CENTER FOR COMPUTATIONAL MATHEMATICS COLLOQUIUM
                  UNIVERSITY OF COLORADO AT DENVER


TITLE:   Employing ``bubbles'' in the FEM approximation of 
         convection-diffusion problems

SPEAKER: Alessandro Russo
         Istituto di Analisi Numerica del CNR
         Pavia, Italy

DATE:    Wednesday, September 21, 1994

PLACE:   Math Conference Room - Suite 540
         UCD Building, 1250 14th St., Denver

TIME:    2:30 pm (Refreshments served at 2:15 pm)

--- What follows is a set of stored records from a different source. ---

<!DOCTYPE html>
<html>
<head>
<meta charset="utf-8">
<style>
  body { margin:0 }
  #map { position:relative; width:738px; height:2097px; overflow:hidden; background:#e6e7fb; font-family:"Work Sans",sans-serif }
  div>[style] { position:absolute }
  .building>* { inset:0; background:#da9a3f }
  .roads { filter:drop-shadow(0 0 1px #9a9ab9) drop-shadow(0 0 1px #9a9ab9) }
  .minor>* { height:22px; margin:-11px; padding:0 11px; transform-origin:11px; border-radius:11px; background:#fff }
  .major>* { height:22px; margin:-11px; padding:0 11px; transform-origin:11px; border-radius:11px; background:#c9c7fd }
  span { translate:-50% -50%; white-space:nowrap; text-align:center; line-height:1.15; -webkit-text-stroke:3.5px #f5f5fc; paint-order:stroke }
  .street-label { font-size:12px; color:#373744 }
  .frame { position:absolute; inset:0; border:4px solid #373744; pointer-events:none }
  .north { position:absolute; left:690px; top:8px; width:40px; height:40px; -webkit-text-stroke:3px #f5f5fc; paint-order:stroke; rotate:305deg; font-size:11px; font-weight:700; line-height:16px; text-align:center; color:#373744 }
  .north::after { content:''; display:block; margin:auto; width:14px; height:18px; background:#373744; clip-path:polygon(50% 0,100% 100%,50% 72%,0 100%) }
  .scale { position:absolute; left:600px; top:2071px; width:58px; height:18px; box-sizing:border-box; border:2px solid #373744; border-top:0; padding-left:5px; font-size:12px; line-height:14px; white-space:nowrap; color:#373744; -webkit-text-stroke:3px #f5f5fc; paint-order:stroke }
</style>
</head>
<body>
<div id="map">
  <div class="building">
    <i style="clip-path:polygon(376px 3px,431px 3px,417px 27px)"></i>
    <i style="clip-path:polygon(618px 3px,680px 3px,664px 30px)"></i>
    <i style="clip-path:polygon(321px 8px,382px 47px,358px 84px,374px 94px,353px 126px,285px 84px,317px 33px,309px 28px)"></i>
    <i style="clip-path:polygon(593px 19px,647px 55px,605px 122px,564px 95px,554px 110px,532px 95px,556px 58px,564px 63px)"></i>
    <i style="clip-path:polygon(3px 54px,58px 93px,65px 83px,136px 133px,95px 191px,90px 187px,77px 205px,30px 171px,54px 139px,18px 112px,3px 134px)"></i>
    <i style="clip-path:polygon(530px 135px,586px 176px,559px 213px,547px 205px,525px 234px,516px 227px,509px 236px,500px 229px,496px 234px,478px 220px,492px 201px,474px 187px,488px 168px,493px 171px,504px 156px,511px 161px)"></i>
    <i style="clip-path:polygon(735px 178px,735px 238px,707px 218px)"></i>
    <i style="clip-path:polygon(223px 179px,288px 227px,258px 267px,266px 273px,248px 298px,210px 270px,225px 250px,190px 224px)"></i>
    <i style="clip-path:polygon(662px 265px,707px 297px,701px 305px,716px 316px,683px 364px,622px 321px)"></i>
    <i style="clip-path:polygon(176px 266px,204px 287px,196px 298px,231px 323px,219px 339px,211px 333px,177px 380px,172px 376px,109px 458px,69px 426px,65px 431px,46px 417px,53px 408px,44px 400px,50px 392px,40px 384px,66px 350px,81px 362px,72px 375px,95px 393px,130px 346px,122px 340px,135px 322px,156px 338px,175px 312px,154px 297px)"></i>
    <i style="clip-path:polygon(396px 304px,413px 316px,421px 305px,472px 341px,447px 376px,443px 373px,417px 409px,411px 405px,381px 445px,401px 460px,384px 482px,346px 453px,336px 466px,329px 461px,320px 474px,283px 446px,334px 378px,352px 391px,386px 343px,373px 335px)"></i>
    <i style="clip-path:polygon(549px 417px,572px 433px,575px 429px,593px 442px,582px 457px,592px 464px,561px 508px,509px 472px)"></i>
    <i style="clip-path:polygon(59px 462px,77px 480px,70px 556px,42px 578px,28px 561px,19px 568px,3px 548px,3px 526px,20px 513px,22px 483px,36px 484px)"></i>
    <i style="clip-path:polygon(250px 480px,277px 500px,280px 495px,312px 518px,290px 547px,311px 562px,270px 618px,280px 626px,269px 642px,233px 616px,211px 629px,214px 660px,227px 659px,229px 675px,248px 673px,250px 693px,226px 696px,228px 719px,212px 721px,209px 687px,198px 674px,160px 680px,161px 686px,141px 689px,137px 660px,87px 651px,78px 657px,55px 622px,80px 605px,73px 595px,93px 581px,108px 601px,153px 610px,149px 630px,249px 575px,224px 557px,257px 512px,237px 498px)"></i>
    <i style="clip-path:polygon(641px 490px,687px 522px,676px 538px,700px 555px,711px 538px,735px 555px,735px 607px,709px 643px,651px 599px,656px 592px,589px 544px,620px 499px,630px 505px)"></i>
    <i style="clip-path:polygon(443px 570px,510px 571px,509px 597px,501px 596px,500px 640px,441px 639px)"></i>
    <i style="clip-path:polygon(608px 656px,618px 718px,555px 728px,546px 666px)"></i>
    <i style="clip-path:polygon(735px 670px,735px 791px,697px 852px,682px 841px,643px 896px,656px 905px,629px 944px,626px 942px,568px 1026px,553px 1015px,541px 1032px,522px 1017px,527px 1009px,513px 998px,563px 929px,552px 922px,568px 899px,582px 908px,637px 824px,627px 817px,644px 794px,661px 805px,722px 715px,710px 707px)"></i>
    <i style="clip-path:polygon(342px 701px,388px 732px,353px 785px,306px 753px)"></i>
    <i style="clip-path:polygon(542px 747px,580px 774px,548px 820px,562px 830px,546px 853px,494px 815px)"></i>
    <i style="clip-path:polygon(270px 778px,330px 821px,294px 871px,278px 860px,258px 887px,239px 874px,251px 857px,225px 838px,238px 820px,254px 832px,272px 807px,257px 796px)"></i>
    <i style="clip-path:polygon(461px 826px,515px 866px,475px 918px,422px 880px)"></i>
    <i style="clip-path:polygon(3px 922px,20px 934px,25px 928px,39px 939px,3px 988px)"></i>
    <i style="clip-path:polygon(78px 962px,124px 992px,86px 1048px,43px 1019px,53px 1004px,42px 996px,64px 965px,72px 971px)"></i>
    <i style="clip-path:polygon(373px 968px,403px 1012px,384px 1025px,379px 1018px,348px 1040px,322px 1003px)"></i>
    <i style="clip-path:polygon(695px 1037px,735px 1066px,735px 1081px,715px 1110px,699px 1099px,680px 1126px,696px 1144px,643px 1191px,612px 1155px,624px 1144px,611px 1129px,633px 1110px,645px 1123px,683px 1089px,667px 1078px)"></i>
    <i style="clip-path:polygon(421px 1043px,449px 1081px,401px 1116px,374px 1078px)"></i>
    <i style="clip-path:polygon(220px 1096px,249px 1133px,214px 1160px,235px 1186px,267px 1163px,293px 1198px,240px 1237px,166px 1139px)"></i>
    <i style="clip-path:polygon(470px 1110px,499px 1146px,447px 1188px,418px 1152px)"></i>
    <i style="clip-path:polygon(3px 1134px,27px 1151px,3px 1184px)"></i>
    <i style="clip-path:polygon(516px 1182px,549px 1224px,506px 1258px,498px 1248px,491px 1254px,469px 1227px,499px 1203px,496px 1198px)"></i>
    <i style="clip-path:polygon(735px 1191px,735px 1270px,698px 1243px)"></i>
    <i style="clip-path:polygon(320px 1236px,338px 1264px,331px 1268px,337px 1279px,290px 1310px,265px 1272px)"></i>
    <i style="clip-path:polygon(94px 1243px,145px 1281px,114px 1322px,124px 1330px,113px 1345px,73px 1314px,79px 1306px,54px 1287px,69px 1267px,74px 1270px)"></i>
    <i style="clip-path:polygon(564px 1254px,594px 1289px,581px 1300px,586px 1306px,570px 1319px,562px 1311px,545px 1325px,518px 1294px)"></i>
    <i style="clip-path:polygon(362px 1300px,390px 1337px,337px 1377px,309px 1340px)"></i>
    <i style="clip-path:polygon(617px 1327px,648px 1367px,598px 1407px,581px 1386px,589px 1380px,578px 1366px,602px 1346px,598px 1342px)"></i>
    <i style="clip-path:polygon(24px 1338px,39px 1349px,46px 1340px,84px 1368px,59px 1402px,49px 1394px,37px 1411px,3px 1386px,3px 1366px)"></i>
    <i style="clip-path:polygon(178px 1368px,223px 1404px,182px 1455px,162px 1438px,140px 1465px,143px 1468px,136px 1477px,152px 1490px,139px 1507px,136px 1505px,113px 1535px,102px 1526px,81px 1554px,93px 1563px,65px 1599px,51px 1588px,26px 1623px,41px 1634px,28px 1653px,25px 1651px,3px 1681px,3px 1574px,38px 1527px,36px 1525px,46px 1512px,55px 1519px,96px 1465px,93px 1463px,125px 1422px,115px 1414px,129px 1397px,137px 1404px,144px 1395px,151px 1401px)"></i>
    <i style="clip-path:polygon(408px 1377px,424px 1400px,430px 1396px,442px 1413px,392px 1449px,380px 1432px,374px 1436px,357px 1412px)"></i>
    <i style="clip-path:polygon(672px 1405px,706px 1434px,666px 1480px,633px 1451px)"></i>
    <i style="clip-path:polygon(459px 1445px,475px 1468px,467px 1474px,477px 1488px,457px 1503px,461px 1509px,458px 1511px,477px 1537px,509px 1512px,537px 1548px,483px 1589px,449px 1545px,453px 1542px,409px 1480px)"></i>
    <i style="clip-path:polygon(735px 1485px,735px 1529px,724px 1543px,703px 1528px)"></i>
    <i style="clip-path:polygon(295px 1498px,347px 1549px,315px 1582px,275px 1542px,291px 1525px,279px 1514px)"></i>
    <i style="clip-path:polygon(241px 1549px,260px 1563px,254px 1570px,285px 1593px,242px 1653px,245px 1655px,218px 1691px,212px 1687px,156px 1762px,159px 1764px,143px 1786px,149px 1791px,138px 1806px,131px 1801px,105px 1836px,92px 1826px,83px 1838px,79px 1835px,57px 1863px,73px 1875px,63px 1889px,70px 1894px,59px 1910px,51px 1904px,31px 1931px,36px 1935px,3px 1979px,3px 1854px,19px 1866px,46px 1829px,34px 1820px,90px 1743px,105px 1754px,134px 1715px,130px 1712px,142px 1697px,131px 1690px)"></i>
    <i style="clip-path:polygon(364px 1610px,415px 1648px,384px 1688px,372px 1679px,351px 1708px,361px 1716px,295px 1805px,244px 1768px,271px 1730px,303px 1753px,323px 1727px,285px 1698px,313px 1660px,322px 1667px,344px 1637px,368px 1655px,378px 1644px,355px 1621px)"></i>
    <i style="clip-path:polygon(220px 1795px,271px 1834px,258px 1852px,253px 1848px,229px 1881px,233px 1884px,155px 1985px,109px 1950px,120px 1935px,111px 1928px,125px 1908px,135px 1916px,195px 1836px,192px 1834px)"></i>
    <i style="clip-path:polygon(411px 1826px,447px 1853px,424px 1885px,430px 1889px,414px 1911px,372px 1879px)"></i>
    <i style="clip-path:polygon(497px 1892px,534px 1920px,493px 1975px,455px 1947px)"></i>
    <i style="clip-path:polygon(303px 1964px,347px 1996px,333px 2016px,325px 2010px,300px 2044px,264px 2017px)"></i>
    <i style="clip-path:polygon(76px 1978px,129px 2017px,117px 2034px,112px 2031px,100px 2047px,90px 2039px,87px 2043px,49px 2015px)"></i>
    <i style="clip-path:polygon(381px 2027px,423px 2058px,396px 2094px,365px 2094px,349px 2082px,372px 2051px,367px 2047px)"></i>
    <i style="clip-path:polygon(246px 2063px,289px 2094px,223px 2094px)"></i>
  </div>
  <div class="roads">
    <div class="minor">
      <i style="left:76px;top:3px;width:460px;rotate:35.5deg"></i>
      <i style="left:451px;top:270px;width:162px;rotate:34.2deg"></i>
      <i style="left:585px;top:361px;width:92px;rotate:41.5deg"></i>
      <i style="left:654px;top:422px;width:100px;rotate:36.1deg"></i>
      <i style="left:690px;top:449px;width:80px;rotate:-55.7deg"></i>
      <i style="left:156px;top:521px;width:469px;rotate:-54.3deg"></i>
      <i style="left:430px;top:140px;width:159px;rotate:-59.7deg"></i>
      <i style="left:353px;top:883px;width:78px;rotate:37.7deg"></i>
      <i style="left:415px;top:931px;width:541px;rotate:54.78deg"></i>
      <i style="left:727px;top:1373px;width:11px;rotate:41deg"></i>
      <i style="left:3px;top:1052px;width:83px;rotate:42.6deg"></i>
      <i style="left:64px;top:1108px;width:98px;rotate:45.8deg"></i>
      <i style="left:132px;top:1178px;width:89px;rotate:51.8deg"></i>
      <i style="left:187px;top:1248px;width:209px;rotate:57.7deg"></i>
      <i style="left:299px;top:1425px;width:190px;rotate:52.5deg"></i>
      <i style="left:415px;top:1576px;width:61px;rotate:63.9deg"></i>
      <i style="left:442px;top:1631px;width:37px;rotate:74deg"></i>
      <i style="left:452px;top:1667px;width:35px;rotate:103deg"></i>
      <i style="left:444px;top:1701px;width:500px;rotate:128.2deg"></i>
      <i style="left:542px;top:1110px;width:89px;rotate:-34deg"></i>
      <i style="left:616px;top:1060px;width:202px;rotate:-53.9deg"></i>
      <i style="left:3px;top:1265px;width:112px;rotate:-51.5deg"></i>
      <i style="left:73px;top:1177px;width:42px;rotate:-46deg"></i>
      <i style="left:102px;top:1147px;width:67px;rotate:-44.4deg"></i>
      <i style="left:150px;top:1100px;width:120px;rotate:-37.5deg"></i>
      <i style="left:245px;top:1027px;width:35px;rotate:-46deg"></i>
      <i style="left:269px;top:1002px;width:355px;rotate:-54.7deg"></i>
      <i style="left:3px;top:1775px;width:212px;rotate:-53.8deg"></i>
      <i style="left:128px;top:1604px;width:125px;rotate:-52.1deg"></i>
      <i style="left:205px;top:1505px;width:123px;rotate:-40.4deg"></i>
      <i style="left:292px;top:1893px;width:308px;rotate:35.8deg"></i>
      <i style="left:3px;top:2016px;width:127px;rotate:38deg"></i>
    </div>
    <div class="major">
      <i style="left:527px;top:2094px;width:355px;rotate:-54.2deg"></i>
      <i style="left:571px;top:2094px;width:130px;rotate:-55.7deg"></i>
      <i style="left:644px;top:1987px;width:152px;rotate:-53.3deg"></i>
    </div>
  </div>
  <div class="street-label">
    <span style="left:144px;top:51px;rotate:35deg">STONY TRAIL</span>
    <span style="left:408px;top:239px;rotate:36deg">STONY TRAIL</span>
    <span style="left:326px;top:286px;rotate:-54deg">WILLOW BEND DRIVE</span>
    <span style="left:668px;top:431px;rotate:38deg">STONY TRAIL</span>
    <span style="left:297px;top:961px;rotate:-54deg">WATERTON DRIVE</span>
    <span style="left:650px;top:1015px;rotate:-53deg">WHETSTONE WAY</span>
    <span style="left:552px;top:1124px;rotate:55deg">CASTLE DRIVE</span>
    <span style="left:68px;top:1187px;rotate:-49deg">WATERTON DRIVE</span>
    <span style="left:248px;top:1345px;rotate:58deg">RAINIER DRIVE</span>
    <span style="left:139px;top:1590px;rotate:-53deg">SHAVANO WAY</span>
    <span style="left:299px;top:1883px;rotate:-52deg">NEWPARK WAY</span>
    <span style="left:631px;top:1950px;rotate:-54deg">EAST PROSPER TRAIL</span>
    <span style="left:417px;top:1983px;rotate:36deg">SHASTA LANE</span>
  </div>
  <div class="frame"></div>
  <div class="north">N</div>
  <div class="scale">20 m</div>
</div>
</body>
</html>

ABSTRACT: We consider in this talk the finite element approximation of
convection-diffusion problems. As it is well known, when convection dominates 
over diffusion the classical finite element methods don't work: the 
centered-type discretization of the convective term generates spurious 
oscillations that can pollute the whole numerical solution.
This difficulty has been overcome by the so-called Streamline-Upwind
Petrov/Galerkin method (SUPG), which introduces artificial
diffusion in the transport direction without upsetting consistency.
Recently a close relationship between SUPG and the so-called
``virtual bubble method'' has been discovered.
We will describe the ``upwind'' bubbles, which reproduce the right 
coefficients for SUPG, and we will discuss the role played by the 
bubbles in the theory of a posteriori error indicators.